Beloved, you and I need to know God is for us, and His promises are true. They’re not just something we hope for. They’re real. Concrete. Attainable.
We just struggle because we don’t often see those promises lived out. And you and I have a hard time being convinced of things we can’t see (Hebrews 11:1). It’s easier to doubt God’s Word than take an honest look in the mirror.
I’ve said it many times, and I’ll say it again. God’s promises manifest in our lives through faith. But most of us don’t live lives of radical faith. Instead, we carry our faith like a possession we like to talk about and we’re glad we have. But we don’t use it.
We like to think we do. But we have so little expectation of seeing God move in miraculous ways that we limit what we’ll believe God for.
We’re not alone, dear one. I’d like to share a story that recently stirred my own heart. Take a few minutes to ponder this August 17 entry from L. B. Cowman’s Streams in the Desert.
I believe God, that it shall be even as it was told me (Acts 27:25).
I went to America some years ago with the captain of a steamer, who was a very devoted Christian. When off the coast of Newfoundland he said to me, “The last time I crossed here, five weeks ago, something happened that revolutionized the whole of my Christian life. We had George Mueller of Bristol on board. I had been on the bridge twenty-four hours and never left it. George Mueller came to me, and said, “Captain, I have come to tell you that I must be in Quebec Saturday afternoon.” “It is impossible,” I said. “Very well, if your ship cannot take me, God will find some other way. I have never broken an engagement for fifty-seven years. Let us go down to the chartroom and pray.”
I looked at that man of God, and thought to myself, what lunatic asylum can that man have come from? I never heard of such a thing as this. “Mr. Mueller,” I said, “do you know how dense this fog is?” “No,” he replied, “my eye is not on the density of the fog, but on the living God, who controls every circumstance of my life.”
He knelt down and prayed one of the most simple prayers, and when he had finished I was going to pray: but he put his hand on my shoulder, and told me not to pray. “First, you do not believe He will answer; and second, I BELIEVE HE HAS, and there is no need whatever for you to pray about it.”
I looked at him, and he said, “Captain, I have known my Lord for fifty-seven years, and there has never been a single day that I have failed to get audience with the King. Get up, Captain and open the door, and you will find the fog gone.” I got up, and the fog was indeed gone. On Saturday afternoon George Mueller was in Quebec for his engagement.

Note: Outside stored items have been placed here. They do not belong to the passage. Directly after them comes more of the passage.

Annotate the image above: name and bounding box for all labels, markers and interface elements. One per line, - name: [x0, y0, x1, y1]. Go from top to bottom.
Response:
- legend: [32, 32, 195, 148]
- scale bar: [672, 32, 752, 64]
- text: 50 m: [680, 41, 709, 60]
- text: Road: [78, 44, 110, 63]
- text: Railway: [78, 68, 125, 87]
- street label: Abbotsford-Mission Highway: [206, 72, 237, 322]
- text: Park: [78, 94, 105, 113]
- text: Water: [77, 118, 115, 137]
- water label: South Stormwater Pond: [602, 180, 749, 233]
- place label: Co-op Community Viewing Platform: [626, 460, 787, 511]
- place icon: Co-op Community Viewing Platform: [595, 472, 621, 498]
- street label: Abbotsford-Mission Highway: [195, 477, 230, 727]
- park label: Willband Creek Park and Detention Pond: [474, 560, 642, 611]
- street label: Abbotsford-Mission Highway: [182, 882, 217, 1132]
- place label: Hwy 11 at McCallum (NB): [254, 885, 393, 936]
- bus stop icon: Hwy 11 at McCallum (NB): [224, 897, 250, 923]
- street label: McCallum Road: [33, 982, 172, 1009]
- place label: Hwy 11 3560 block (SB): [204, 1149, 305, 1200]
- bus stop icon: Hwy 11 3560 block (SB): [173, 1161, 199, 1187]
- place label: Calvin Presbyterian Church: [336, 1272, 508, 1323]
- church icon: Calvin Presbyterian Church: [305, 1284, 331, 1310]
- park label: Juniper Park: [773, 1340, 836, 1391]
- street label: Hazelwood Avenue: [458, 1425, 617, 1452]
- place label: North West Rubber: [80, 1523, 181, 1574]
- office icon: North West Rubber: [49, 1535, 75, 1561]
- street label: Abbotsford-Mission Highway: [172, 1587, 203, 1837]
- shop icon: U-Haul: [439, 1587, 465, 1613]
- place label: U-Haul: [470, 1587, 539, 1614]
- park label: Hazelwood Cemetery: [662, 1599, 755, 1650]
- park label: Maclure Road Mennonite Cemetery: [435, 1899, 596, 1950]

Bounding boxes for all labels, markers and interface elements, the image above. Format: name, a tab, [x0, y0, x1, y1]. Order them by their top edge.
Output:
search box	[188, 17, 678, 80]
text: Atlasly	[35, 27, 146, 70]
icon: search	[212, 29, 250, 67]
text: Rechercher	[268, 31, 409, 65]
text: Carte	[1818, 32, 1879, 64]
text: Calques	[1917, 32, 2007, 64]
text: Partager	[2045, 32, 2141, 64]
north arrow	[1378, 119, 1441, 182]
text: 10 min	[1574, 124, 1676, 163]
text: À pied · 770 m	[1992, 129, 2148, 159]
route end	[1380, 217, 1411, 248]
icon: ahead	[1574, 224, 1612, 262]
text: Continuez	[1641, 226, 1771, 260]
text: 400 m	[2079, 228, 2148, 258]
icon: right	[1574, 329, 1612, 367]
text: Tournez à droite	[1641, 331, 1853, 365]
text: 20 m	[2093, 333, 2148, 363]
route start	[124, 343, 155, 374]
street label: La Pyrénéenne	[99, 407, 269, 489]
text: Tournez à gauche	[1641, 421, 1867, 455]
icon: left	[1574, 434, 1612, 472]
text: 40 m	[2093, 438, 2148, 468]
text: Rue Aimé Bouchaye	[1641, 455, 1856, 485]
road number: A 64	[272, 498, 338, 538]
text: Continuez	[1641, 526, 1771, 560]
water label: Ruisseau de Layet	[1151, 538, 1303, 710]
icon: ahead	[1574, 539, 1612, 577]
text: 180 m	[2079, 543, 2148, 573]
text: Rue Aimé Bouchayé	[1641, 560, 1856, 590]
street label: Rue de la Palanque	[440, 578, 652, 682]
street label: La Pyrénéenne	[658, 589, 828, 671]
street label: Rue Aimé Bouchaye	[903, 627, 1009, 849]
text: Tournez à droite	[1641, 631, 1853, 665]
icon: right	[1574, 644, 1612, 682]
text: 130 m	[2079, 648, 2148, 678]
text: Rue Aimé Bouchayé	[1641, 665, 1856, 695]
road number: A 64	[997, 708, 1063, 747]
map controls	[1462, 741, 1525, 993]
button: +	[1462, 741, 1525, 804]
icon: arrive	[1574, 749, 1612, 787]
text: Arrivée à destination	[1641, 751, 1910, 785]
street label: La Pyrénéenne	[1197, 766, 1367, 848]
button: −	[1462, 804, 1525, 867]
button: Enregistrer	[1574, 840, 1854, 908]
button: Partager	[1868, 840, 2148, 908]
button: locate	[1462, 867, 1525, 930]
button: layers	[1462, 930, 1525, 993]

I wonder, dear one. Which man of God do you more closely resemble? The “devoted” Christian Captain who limited his faith to what his circumstances declared? Or George Mueller, who had so much confidence in God’s answer, he told the Captain with certainty that he would find the fog dispersed?
I have to admit, I long to be George! I want to confidently know God will move. And I have moments when I do. Sometimes. But other times—far too frequently—doubt creeps in to steal away God’s promises.
George Mueller lived the promise of 1 John 5:14-15.
And this is the confidence that we have toward him, that if we ask anything according to his will he hears us. And if we know that he hears us in whatever we ask, we know that we have the requests that we have asked of him.
George Mueller knew that God heard him. And because of that, he knew he would have what he asked for.
Let’s ask God to increase our faith.
Let’s live boldly believing.
Radical faith invites God to move.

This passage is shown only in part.